Merve Tekgürler
PhD Candidate in History
Stanford University
Mellon/ACLS Dissertation Fellow
Mahmud Raif Efendi, Cedid Atlas Tercümesi, Istanbul, 1803
Merve Tekgürler is a PhD candidate in History (ABD) and an M.S. student in Symbolic Systems. In AY 2023-24, they hold the inaugural Mellon/ACLS Dissertation Innovation Fellowship. Merve has a BA in History and Social and Cultural Anthropology from Freie University Berlin and an MA in History from Stanford.

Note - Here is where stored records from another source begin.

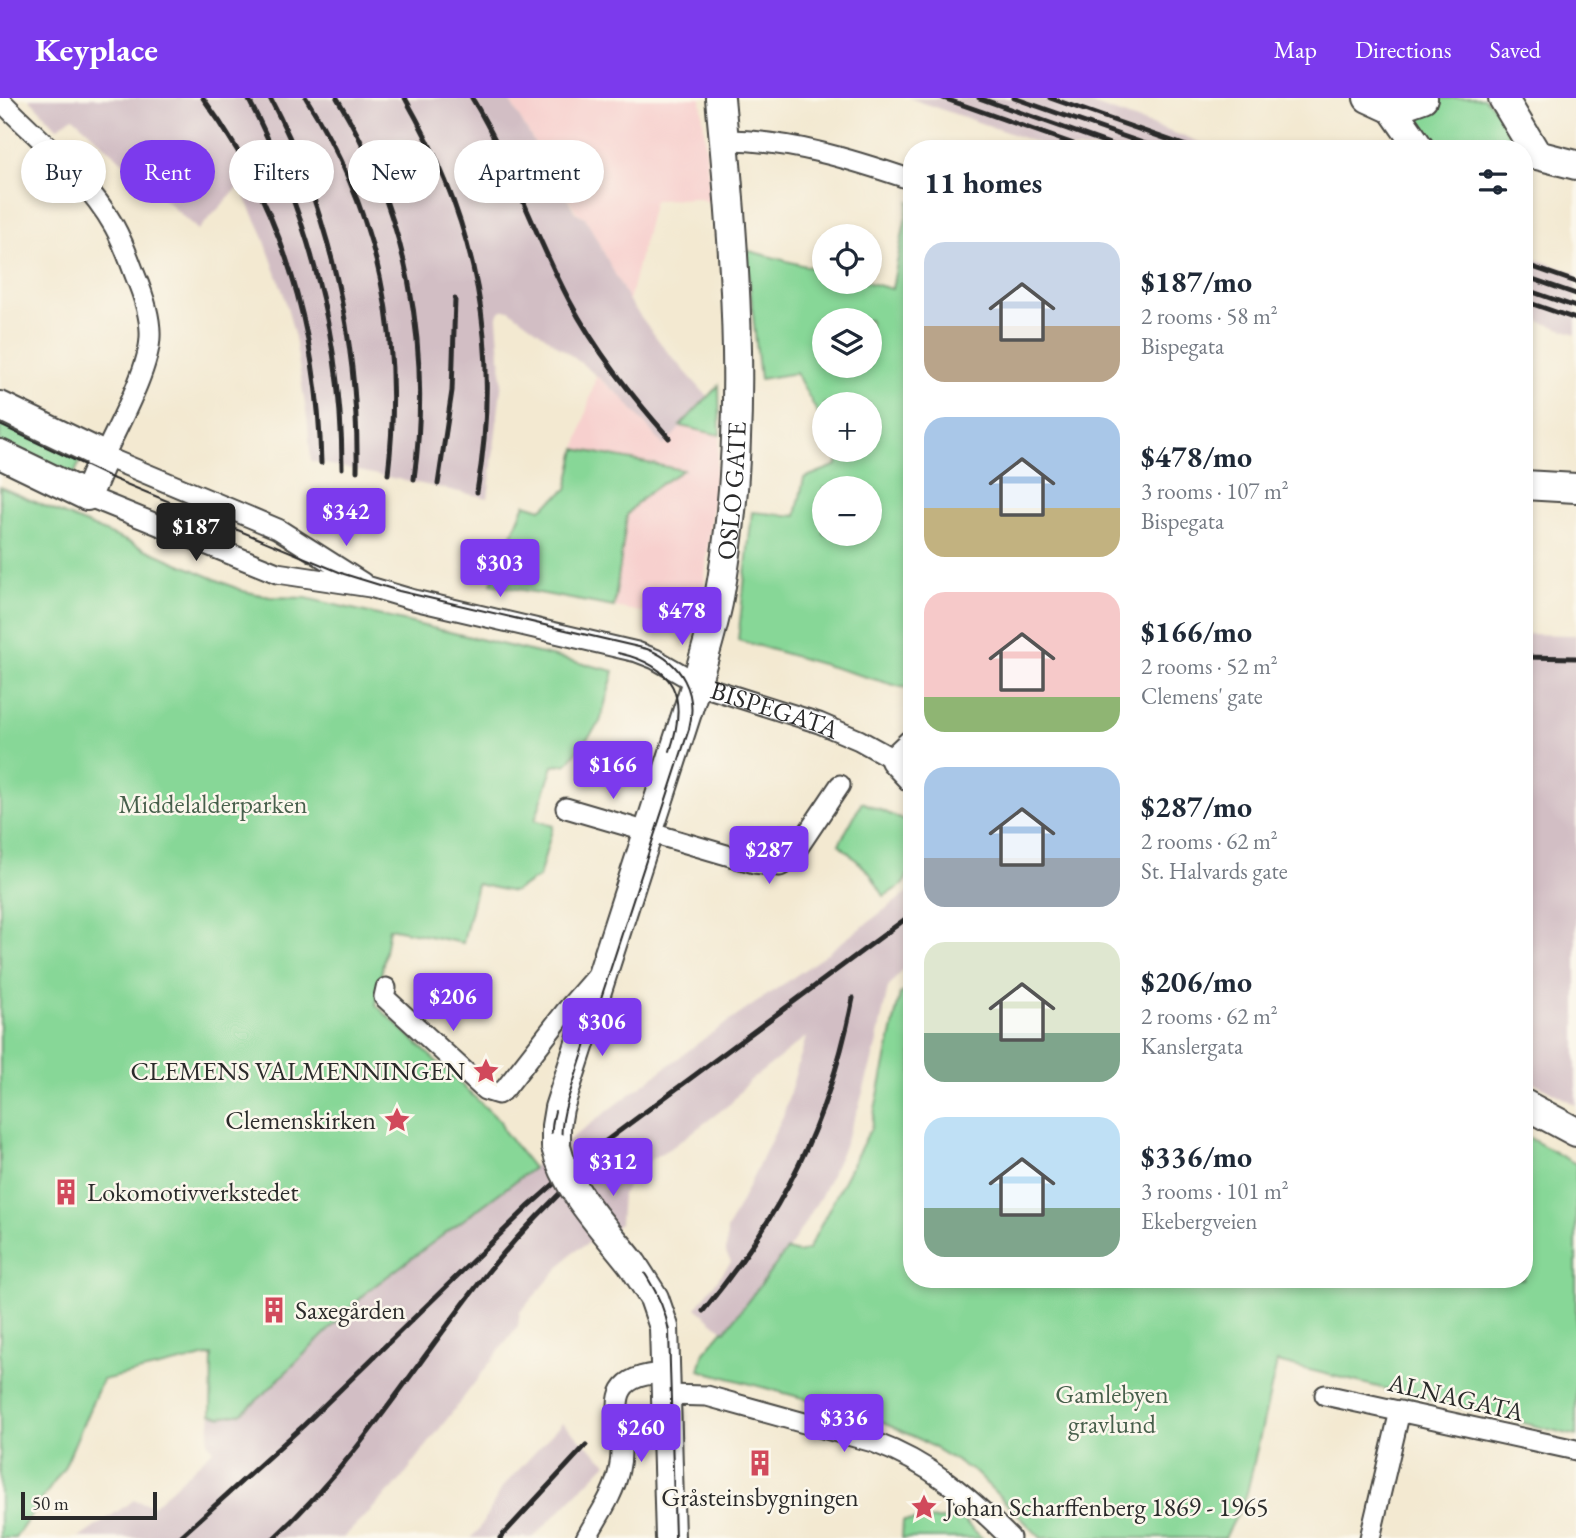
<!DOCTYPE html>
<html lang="en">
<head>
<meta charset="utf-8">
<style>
	:root { --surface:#fff; --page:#f6f6f7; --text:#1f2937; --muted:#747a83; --accent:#7c3aed }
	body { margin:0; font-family:"EB Garamond",serif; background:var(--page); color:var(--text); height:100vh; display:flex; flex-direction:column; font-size:26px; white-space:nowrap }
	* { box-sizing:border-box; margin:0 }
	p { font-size:23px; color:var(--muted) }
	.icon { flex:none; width:38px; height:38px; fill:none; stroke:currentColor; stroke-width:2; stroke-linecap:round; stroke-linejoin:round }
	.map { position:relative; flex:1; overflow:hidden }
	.side { position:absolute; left:903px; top:42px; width:630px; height:1148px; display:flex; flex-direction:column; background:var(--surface); border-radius:28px; box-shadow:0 4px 10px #0003 }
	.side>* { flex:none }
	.top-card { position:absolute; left:21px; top:42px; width:665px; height:63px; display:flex; gap:14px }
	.buttons { position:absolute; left:812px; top:126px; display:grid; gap:14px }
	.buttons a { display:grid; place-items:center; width:70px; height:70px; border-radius:50%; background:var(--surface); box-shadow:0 4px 10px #0003; font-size:35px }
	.scale { position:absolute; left:21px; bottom:18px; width:136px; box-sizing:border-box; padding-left:7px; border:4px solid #2b2b2b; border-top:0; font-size:19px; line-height:24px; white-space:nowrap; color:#2b2b2b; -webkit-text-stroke:5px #fbf7ec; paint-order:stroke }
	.price { position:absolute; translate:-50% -60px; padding:0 16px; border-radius:7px; background:var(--accent); color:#fff; font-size:23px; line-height:46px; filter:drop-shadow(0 2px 4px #0008) }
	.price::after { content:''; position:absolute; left:50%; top:42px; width:21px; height:16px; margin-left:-10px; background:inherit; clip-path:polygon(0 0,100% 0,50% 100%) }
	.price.active { background:#222; color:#fff }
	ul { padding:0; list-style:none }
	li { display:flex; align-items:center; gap:21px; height:175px; padding:0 21px }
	li span { display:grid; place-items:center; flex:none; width:196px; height:140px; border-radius:21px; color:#555 }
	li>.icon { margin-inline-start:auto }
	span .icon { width:84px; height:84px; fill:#fffc; stroke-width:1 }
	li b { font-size:30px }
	h2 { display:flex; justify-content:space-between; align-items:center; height:84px; padding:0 21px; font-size:30px }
	.chip { padding:0 24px; border-radius:32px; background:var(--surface); box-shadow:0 4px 10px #0003; font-size:24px; line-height:63px }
	.chip.active { background:var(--accent); color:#fff }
	header { display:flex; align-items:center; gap:42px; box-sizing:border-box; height:98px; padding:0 35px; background:var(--accent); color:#fff }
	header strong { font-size:33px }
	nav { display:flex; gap:38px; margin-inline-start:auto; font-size:24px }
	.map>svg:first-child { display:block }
	.built { fill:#f7d0ce }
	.industrial { fill:#d2bec4 }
	.green { fill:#87d797; stroke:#598161; stroke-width:2; fill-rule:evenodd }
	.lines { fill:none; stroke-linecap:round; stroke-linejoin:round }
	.street-casing { stroke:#494844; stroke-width:23 }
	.secondary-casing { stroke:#494844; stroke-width:32 }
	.street { stroke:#fff; stroke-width:19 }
	.secondary { stroke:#fff; stroke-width:28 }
	.tram { stroke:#2b2b2b; stroke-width:2 }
	.rail { stroke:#2b2b2b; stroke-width:5 }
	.secondary-bridge-casing { stroke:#494844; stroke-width:32; stroke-linecap:butt }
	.secondary-bridge { stroke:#fff; stroke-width:28 }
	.labels { text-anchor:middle; stroke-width:5; stroke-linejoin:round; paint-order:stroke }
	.street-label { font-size:26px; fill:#2b2b2b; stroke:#fbf7ec }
	.park-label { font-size:26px; fill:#475f4b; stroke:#fbf7ec }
	.poi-label { font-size:26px; fill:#2b2b2b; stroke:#fbf7ec; text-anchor:start }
</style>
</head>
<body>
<header>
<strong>Keyplace</strong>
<nav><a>Map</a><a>Directions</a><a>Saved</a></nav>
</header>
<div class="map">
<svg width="1576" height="1440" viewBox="0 0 1576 1440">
	<rect width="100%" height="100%" fill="#fbf7ec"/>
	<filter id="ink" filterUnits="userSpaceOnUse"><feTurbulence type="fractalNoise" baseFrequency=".0143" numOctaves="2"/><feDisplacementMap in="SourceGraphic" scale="14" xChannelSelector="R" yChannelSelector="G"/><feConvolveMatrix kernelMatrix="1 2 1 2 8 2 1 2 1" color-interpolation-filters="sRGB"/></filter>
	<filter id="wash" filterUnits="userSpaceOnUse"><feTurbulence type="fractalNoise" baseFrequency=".00686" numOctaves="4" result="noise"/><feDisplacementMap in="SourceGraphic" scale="28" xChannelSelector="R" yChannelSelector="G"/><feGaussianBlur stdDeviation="1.57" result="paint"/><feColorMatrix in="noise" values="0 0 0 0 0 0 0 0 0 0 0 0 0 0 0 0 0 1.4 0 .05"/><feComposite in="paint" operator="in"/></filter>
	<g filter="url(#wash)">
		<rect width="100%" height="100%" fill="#f3e9d1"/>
		<!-- built -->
		<path class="built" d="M 508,0 L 701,0 L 711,104 L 696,100 L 654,102 L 629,203 L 585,119 L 576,114 Z
			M 596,278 L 622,299 L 664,348 L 680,328 L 720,337 L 700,525 L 491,486 L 525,406 L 541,411 L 568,391 L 576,351 Z"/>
		<!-- industrial -->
		<path class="industrial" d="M 29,0 L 508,0 L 575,114 L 585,119 L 629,203 L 665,251 L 708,299 L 664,348 L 622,299 L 581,265 L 510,212 L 502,212 L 497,217 L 497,221 L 502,283 L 488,400 L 311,363 L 308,326 L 295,240 L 284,197 L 262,135 L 240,88 L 198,132 L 73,19 L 57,30 Z
			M 909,0 L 1075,0 L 1219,51 L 1055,51 Z
			M 1524,157 L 1576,175 L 1576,236 L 1524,218 Z
			M 1524,536 L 1576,537 L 1576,1007 L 1524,979 Z
			M 912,791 L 912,865 L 901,873 L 888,890 L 875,952 L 859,1008 L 842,1053 L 821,1098 L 792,1146 L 725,1234 L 696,1210 L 731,1164 L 726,1155 L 727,1132 L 783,1018 L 806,939 L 747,985 L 731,1005 L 674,1048 L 651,1061 L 622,1096 L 620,1126 L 573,1154 L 520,1214 L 518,1228 L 399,1384 L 343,1440 L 79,1440 L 134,1402 L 153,1408 L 214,1351 L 208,1345 L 211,1316 L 221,1319 L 263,1297 L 369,1192 L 705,940 L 814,865 Z
			M 562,1325 L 607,1365 L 533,1440 L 470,1440 L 478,1433 L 502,1390 Z"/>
		<!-- green -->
		<path class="green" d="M 1441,0 L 1483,0 C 1498,9 1506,30 1514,45 L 1514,51 L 1429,51 L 1410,26 L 1418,7 Z
			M 909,103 L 912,104 L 912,590 L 901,589 L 738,542 L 752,414 L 796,418 L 804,380 L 837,367 L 838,352 L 870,352 L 870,306 L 824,306 L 823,325 L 796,275 L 760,281 L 746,152 L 824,173 L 824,184 L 866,184 L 892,191 ZM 824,222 L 870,222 L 870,268 L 824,268 ZM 824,390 L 870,390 L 870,436 L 824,436 Z
			M 719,287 L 720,337 L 680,328 Z
			M 0,314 L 84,355 L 72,381 L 0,345 Z
			M 576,351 L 683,372 C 663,385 641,397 627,417 L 614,509 L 491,486 L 525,406 L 541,411 L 567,391 Z
			M 0,389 L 243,493 L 270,499 L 306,500 L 614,573 L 600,624 L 567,666 L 553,668 L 535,722 L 553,728 L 539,779 L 513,794 L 477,786 L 463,845 L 389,830 L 376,907 L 500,1023 L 504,1033 L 533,1070 L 369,1192 L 263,1297 L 242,1315 L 221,1319 L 211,1316 L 212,1257 L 102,1282 L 64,1370 L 15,1440 L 0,1440 Z
			M 862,704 L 912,726 L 912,767 L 904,786 L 884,798 L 869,774 L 839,746 Z
			M 912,890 L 912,1181 L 1524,1181 L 1524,1037 L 1576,1066 L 1576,1338 L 1277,1264 L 1246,1399 L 1225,1440 L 1041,1440 L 976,1375 L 921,1342 L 881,1324 L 825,1306 L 699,1272 L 704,1254 L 723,1232 L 725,1233 L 787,1152 L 798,1155 L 808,1152 L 871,1030 L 900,896 Z
			M 961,1420 L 982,1440 L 902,1440 L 903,1423 Z"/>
	</g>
	<g filter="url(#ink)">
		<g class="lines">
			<!-- street casing -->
			<g class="street-casing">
				<g id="street">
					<path d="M 0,2 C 39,42 86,79 114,128 C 123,144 129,161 135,177 C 143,196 151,219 150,239 C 149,272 118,327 104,358 L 278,431 L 363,485"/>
					<path d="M 724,42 C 789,42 851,61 912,82"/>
					<path id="s1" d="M 87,398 L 277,475 L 370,489 L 414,502 L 637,554 L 655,561 L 702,588 L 819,625 L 859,642 L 895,662"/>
					<path d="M 566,710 L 754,765 L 780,768 L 789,763 L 840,687"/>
					<path d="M 386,890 L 384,899 L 485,992 L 498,996 L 505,991 L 565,914 L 599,875"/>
					<path d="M 666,1297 L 707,1298 L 873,1344 C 930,1365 968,1398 1010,1440"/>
					<path d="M 1325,1297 L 1576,1352"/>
					<path d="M 586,1440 C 598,1418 614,1397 619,1372 C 630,1325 590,1278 665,1275"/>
					<path d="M 1370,1440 L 1400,1313"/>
				</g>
			</g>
			<!-- secondary casing -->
			<g class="secondary-casing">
				<g id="secondary">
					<path d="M 1368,0 L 1392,11"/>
					<path d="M 1503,0 L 1537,57"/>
					<path d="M 1392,11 L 1420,51"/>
					<path d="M 1392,11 L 1423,0"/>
					<path d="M 1537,57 L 1576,67"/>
					<path d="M 0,308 L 104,358 L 87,398 L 0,356"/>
					<path d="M 1524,387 L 1576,390"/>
					<path d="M 912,646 L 895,662 L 912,680"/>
					<path d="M 1524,1006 L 1576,1034"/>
					<path id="s2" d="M 556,1049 L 556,1028 L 559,1010 L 691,602 C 701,570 711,538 718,505 C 750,337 736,168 720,0"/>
					<path d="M 633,1167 L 654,1200 L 664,1229 L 670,1440"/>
				</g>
			</g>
			<!-- street -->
			<use href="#street" class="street"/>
			<!-- secondary -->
			<use href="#secondary" class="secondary"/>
			<!-- tram -->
			<path class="tram" d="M 0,327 L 114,381 L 344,476 L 399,493 L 647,551 C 682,564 698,595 689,631 L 567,1004 C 563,1018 560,1032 562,1047 C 565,1071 580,1090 594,1109 C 623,1147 661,1185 669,1233 L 675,1440
				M 618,555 C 676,568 688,599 670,653
				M 555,1013 C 547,1044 553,1069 572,1095"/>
			<!-- rail -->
			<path class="rail" d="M 203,0 C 282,107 318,234 321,365
				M 248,0 C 308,116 342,239 342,370
				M 270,0 C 330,113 359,245 357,373
				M 306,0 C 379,116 404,240 388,376
				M 337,0 C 407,115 432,248 414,381
				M 405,0 C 477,126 502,250 477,394
				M 472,0 C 511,64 534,136 569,202 C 596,253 631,297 669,340
				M 943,0 L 1088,51
				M 979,0 L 1124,51
				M 1014,0 L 1160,51
				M 1050,0 L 1195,51
				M 1524,166 L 1576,184
				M 1524,178 L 1576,196
				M 1524,191 L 1576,209
				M 1524,203 L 1576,221
				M 438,386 L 452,293 L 455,201
				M 1524,559 L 1576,560
				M 703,1213 C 783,1116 829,1023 853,900
				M 179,1440 L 303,1328 L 529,1108 L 583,1060 L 912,816
				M 274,1440 C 359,1361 416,1265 487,1175 C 516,1139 548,1106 582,1074
				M 500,1440 L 586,1347"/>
			<!-- secondary-bridge casing -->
			<g class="secondary-bridge-casing">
				<path id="secondary-bridge" d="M 556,1049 C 566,1092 606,1132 633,1167"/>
			</g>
			<!-- secondary-bridge -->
			<use href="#secondary-bridge" class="secondary-bridge"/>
		</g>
	</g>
	<!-- icons -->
	<defs>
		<g id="sight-bare" transform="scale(2.1)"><path d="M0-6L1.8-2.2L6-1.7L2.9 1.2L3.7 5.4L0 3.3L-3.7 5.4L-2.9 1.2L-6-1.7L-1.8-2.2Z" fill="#d1495b" stroke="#fbf7ec" stroke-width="2.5" paint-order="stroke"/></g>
		<g id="building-bare" transform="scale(2.1)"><path d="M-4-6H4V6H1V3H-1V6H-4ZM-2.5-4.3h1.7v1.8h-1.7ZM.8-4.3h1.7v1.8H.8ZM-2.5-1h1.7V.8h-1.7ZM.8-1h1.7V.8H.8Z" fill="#d1495b" stroke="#fbf7ec" stroke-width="2.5" paint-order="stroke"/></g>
	</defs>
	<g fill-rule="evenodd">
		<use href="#sight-bare" x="486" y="973"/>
		<use href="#sight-bare" x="397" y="1022"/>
		<use href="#building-bare" x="66" y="1094"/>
		<use href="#building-bare" x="274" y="1212"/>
		<use href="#building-bare" x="760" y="1365"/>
		<use href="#sight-bare" x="924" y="1409"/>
	</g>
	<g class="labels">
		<!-- street labels -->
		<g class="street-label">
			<text dy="9" stroke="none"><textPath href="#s2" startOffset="682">OSLO GATE</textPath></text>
			<text dy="9" stroke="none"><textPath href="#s1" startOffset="724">BISPEGATA</textPath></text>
			<text transform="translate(1456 1299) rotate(13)" y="9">ALNAGATA</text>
		</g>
		<!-- park labels -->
		<g class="park-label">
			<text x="213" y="715">Middelalderparken</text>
			<text x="1112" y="1305">Gamlebyen<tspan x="1112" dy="30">gravlund</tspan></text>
		</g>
		<!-- poi labels -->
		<g class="poi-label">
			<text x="465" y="982" text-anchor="end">CLEMENS VALMENNINGEN</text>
			<text x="376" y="1031" text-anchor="end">Clemenskirken</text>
			<text x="87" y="1103">Lokomotivverkstedet</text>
			<text x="295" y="1221">Saxegården</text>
			<text x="760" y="1408" text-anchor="middle">Gråsteinsbygningen</text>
			<text x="945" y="1418">Johan Scharffenberg 1869 - 1965</text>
		</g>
	</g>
</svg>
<div class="buttons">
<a><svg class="icon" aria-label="locate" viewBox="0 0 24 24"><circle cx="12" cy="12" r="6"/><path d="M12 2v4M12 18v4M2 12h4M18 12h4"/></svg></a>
<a><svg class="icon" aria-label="layers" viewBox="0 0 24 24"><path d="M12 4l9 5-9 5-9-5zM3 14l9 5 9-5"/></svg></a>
<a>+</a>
<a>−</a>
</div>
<div class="scale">50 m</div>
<b class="price" style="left:346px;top:450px">$342</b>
<b class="price active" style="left:196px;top:465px">$187</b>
<b class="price" style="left:500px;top:501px">$303</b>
<b class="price" style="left:682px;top:549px">$478</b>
<b class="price" style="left:613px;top:703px">$166</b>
<b class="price" style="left:769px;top:788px">$287</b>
<b class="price" style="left:453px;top:935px">$206</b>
<b class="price" style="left:602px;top:960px">$306</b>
<b class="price" style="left:613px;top:1100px">$312</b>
<b class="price" style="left:844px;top:1356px">$336</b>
<b class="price" style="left:641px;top:1366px">$260</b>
<div class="top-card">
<a class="chip">Buy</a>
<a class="chip active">Rent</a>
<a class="chip">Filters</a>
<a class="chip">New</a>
<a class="chip">Apartment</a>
</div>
<section class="side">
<h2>11 homes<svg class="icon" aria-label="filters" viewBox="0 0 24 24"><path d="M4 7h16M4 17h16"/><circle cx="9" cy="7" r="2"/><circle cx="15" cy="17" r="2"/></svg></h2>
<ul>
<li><span style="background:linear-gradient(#c9d6e8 60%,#b9a48a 0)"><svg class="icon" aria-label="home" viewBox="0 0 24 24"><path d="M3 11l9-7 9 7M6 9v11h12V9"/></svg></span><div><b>$187/mo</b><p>2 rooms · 58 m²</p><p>Bispegata</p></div></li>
<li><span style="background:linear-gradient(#a9c7e8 65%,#c2b280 0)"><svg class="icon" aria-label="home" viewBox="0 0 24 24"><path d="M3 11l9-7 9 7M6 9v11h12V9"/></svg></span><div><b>$478/mo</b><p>3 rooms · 107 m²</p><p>Bispegata</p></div></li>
<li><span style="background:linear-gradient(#f6c9c9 75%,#8fb573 0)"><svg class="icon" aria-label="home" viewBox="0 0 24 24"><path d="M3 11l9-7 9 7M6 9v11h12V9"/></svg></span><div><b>$166/mo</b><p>2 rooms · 52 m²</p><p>Clemens' gate</p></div></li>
<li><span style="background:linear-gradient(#a9c7e8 65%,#9aa5b1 0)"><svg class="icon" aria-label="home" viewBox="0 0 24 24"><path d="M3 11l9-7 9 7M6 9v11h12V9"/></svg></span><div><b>$287/mo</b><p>2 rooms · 62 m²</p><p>St. Halvards gate</p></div></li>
<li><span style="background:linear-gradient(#dfe7d0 65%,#7fa58c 0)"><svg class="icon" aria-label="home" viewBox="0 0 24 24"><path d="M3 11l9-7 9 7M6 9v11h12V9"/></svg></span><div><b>$206/mo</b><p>2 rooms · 62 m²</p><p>Kanslergata</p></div></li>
<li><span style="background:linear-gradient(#bfe0f5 65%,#7fa58c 0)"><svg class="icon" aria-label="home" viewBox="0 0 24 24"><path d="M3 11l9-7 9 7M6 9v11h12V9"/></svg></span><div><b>$336/mo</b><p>3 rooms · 101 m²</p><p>Ekebergveien</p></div></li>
</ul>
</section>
</div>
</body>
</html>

Merve's dissertation, tentatively titled "Crucible of Empire: Danubian Borderlands and the Making of Ottoman Administrative Mentalities," focuses on the Ottoman-Polish borderlands in the long 18th century (1760s–1820s), examining change and continuity north of the Danube River in relation to Russian and Austrian expansions. They study Ottoman news and information networks in this region and their impact on the production and mobilisation of imperial knowledge.
As part of their dissertation project, Merve is training a handwritten text recognition model for 18th-century Ottoman Turkish administrative hand and developing AI-based natural language processing tools for Ottoman Turkish. Their aim is to compile a large machine-readable corpus of manuscript news communiqués and employ computational text analysis methods. In AY 2022-23, they were a Digital Humanities Graduate Fellow at CESTA with their project on topic modeling in Ottoman court histories.
Merve's research on the borderlands ties to their passion for maps and spatial humanities. They are the co-PI of Cistern: A Database of Geographical Knowledge in the Ottoman World and contributed to Mapping Ottoman Epirus, including a 3D model of the late-nineteenth century Ottoman Empire.
Previously, Merve was a G.J. Pigott Scholar (AY 2022-23) and graduate coordinator of the Stanford Humanities Center Eurasian Empires Workshop. They also served as senior graduate mentor for the Undergraduate Research Internship at CESTA. Outside academia, Merve enjoys playing tennis, doing gymnastics, and all kinds of DIY projects.